*DATA SUPPLIED*
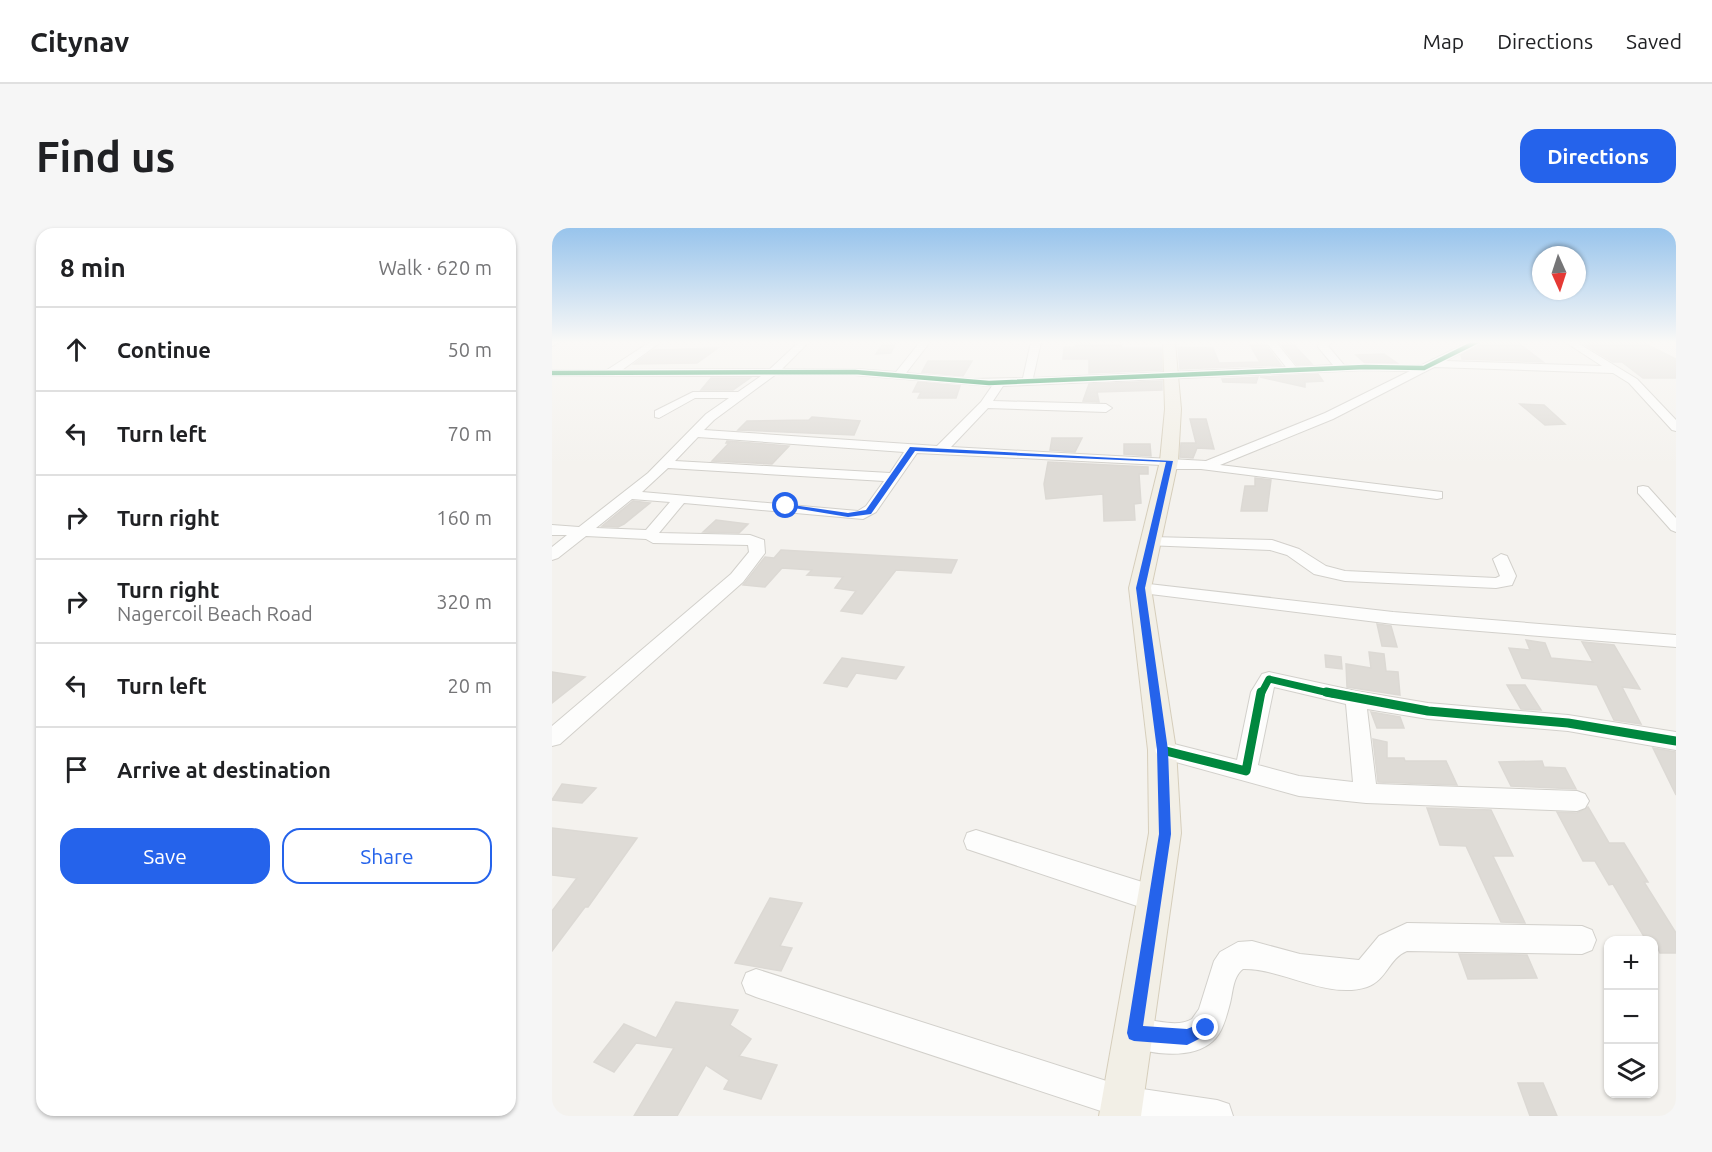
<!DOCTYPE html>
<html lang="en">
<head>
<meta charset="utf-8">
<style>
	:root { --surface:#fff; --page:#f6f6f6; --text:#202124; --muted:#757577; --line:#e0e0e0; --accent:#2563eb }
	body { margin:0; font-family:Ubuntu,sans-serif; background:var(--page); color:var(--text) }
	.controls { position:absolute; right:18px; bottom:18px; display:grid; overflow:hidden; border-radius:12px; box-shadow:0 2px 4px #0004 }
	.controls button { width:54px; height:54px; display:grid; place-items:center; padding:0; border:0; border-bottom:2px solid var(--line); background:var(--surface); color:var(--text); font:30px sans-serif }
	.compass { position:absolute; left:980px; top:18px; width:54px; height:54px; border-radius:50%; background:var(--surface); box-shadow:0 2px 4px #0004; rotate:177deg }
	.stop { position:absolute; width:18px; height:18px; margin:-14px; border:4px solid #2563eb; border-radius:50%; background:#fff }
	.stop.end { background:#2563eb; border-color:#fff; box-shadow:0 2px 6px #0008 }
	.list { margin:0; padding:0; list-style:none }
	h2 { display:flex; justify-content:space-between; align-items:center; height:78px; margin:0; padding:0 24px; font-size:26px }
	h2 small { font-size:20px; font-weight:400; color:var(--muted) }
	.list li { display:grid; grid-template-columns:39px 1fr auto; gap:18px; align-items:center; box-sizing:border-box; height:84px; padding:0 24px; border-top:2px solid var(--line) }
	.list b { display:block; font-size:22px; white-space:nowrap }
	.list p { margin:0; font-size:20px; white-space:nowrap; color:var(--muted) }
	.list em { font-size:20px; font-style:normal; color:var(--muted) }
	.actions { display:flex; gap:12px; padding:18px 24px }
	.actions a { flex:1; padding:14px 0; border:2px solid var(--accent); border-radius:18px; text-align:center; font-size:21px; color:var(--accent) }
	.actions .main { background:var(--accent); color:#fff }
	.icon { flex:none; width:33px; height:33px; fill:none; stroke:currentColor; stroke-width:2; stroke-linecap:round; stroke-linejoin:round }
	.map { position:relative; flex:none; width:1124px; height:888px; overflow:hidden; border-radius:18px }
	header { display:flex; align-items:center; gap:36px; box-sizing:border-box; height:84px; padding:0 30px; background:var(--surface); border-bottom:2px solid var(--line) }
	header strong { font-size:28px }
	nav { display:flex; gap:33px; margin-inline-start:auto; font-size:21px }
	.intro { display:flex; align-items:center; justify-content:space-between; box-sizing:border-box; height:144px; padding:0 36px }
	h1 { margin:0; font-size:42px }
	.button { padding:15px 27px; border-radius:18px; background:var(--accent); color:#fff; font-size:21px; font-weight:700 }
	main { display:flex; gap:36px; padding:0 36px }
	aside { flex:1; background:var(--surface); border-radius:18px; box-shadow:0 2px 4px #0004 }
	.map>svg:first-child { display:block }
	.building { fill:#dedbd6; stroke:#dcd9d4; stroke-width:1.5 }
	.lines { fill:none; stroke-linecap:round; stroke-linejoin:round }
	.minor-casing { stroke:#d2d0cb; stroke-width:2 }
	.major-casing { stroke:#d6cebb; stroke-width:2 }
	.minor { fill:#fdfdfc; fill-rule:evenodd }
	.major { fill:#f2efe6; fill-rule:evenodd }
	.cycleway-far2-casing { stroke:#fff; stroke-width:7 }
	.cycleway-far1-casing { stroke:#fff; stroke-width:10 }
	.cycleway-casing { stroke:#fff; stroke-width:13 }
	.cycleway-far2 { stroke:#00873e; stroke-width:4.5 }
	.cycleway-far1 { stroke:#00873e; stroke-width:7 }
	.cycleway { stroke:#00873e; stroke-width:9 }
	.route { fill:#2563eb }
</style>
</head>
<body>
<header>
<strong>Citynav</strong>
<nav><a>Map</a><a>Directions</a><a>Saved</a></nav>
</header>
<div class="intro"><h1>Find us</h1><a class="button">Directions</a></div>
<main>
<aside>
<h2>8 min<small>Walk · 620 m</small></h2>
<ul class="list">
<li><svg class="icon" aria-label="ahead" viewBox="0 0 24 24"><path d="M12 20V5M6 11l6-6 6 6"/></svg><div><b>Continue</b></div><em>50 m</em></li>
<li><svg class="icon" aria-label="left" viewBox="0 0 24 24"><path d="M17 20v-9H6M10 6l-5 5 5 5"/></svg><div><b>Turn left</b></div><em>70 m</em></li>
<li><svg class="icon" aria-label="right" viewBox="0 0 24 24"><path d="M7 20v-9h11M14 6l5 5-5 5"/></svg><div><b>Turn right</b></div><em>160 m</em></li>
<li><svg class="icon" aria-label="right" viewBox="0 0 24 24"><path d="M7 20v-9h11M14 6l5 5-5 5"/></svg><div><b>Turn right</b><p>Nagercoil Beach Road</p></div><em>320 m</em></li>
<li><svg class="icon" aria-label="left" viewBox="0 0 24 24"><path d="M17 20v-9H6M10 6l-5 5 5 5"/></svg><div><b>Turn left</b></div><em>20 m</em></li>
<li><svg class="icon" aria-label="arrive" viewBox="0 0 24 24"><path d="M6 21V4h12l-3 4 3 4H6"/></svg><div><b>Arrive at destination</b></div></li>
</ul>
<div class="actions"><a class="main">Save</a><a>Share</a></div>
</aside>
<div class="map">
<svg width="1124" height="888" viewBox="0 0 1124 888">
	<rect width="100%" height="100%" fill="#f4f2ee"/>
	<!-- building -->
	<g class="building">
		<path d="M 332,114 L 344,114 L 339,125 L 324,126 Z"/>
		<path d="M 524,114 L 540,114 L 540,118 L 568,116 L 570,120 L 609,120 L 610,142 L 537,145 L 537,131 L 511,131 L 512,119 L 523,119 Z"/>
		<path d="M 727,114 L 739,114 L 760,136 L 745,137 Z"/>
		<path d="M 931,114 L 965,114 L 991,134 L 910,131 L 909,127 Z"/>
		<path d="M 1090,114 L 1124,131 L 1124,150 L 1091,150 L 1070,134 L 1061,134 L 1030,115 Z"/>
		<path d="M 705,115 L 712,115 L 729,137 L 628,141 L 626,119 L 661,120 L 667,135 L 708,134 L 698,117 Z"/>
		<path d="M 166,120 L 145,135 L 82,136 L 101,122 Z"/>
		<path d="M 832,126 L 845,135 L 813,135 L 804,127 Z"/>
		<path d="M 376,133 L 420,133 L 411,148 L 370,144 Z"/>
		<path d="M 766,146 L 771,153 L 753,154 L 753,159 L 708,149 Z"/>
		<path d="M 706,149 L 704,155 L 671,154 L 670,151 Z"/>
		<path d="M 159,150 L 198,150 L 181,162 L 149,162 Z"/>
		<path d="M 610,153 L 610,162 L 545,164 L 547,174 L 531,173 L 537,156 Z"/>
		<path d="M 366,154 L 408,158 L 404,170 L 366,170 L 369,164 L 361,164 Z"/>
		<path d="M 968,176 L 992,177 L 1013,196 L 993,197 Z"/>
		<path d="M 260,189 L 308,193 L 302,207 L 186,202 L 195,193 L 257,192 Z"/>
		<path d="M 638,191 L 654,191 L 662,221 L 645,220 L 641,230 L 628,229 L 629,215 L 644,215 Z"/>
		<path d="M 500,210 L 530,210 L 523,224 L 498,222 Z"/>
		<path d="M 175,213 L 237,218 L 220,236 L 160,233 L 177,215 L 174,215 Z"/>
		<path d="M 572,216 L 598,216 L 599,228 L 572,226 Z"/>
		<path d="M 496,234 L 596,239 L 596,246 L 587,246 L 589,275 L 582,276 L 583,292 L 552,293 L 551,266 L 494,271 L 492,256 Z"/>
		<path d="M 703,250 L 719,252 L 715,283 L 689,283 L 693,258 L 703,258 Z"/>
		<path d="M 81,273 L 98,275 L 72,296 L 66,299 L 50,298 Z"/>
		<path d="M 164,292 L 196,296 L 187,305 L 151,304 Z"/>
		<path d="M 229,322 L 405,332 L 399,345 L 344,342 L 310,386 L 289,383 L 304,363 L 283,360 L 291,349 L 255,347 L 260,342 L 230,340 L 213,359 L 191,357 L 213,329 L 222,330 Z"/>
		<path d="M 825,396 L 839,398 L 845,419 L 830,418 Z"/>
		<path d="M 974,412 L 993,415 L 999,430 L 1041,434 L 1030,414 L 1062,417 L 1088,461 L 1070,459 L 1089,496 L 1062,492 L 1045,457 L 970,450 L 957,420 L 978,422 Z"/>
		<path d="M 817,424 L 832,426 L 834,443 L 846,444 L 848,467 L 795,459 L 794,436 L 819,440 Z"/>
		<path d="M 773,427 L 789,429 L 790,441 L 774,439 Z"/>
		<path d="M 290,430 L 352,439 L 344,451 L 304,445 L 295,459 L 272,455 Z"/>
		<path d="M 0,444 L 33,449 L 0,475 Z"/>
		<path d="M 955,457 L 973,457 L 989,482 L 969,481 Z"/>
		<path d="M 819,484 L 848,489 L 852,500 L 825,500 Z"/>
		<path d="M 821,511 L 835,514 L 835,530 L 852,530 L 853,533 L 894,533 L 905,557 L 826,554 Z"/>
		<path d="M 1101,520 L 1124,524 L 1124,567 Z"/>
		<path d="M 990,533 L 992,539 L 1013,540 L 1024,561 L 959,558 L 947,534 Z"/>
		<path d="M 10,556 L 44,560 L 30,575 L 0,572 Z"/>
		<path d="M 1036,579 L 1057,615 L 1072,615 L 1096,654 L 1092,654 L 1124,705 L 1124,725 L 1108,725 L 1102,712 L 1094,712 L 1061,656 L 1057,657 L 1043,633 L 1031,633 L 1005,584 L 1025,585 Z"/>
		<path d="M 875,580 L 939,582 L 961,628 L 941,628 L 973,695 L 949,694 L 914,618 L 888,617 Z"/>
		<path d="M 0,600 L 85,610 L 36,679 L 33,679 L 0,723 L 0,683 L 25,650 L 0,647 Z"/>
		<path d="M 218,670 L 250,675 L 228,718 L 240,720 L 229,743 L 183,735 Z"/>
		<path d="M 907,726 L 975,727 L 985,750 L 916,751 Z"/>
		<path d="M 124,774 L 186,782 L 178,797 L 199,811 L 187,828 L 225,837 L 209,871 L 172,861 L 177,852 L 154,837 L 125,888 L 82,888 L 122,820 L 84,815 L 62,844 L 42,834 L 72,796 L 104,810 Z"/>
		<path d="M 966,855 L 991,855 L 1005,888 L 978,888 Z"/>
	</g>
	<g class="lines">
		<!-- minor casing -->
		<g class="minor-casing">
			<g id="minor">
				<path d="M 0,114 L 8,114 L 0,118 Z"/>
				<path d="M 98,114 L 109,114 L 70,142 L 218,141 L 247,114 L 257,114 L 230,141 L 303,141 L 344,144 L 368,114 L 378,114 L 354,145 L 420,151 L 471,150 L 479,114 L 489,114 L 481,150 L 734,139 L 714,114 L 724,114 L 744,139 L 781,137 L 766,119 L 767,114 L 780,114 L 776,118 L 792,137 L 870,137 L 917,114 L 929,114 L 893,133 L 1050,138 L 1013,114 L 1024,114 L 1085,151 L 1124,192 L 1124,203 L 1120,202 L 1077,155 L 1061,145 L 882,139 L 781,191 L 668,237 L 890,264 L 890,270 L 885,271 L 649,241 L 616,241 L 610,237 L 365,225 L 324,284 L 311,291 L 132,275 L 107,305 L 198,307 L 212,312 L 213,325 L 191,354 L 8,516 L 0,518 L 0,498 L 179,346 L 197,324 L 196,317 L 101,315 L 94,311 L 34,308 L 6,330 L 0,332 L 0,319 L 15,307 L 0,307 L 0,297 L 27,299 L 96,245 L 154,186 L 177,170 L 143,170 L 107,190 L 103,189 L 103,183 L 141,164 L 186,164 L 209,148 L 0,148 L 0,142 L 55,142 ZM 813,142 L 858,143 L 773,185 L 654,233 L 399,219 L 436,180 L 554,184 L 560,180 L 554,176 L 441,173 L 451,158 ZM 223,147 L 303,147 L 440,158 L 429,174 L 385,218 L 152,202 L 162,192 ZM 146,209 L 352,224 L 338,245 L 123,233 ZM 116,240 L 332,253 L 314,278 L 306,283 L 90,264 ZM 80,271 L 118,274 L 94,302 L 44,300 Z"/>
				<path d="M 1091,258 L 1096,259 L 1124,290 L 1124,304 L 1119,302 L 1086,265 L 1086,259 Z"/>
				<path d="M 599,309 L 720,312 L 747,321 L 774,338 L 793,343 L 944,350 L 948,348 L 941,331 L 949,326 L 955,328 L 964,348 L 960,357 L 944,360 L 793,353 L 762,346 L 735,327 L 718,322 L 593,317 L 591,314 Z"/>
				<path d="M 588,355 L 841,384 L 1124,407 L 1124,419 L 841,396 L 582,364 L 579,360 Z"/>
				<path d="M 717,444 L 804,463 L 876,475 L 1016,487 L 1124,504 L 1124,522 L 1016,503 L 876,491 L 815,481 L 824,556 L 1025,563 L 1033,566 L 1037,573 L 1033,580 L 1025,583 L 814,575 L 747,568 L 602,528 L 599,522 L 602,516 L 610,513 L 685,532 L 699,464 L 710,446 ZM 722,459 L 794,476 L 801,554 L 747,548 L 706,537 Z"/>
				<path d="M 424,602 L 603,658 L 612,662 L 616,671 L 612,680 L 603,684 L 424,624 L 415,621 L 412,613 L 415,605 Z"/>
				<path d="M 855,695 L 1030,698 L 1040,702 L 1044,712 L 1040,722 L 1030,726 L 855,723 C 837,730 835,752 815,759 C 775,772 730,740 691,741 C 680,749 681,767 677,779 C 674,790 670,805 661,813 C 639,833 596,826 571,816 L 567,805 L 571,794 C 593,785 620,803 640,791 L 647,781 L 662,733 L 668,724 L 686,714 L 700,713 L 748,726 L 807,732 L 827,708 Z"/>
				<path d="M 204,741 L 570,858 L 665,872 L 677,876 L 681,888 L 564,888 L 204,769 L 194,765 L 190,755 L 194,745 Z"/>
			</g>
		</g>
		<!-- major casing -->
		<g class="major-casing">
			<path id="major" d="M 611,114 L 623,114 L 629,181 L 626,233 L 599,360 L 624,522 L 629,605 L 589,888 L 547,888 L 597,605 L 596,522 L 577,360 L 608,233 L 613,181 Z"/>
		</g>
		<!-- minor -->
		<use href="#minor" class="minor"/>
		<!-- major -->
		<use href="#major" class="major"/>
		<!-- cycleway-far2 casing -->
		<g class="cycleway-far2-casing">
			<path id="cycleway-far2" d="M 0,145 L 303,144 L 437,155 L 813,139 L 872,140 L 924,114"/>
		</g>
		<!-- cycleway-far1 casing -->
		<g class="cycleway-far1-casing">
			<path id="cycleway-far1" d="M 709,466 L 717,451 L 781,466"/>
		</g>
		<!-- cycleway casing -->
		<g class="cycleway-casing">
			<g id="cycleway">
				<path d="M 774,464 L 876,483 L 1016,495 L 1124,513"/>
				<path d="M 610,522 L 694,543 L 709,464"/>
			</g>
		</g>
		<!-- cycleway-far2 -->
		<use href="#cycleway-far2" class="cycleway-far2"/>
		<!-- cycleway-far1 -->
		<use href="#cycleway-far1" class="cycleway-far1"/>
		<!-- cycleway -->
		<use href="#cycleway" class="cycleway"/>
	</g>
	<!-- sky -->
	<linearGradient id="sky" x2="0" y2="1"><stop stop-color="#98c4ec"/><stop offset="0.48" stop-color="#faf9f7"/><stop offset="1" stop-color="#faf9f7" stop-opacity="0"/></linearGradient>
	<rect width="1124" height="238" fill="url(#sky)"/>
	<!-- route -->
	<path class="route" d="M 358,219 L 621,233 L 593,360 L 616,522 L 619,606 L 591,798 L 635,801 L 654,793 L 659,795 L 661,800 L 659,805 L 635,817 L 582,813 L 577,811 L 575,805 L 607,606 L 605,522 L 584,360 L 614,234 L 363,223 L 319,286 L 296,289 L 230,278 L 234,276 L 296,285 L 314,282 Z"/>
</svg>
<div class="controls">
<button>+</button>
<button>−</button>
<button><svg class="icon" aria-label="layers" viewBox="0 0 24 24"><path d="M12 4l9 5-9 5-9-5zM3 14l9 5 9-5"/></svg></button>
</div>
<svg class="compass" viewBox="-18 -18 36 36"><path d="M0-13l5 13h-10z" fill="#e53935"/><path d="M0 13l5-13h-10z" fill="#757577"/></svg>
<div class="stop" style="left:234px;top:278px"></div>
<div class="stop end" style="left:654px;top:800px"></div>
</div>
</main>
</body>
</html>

*WHAT TO PRODUCE*
In the listing above, the lines from the one containing "margin:0; font-family:Ubuntu,sans-serif; background:var(--page);" through the one containing "display:flex; gap:12px; padding:18px" must be set down exactly, with no other lines.

*WRITTEN ANSWER*
	body { margin:0; font-family:Ubuntu,sans-serif; background:var(--page); color:var(--text) }
	.controls { position:absolute; right:18px; bottom:18px; display:grid; overflow:hidden; border-radius:12px; box-shadow:0 2px 4px #0004 }
	.controls button { width:54px; height:54px; display:grid; place-items:center; padding:0; border:0; border-bottom:2px solid var(--line); background:var(--surface); color:var(--text); font:30px sans-serif }
	.compass { position:absolute; left:980px; top:18px; width:54px; height:54px; border-radius:50%; background:var(--surface); box-shadow:0 2px 4px #0004; rotate:177deg }
	.stop { position:absolute; width:18px; height:18px; margin:-14px; border:4px solid #2563eb; border-radius:50%; background:#fff }
	.stop.end { background:#2563eb; border-color:#fff; box-shadow:0 2px 6px #0008 }
	.list { margin:0; padding:0; list-style:none }
	h2 { display:flex; justify-content:space-between; align-items:center; height:78px; margin:0; padding:0 24px; font-size:26px }
	h2 small { font-size:20px; font-weight:400; color:var(--muted) }
	.list li { display:grid; grid-template-columns:39px 1fr auto; gap:18px; align-items:center; box-sizing:border-box; height:84px; padding:0 24px; border-top:2px solid var(--line) }
	.list b { display:block; font-size:22px; white-space:nowrap }
	.list p { margin:0; font-size:20px; white-space:nowrap; color:var(--muted) }
	.list em { font-size:20px; font-style:normal; color:var(--muted) }
	.actions { display:flex; gap:12px; padding:18px 24px }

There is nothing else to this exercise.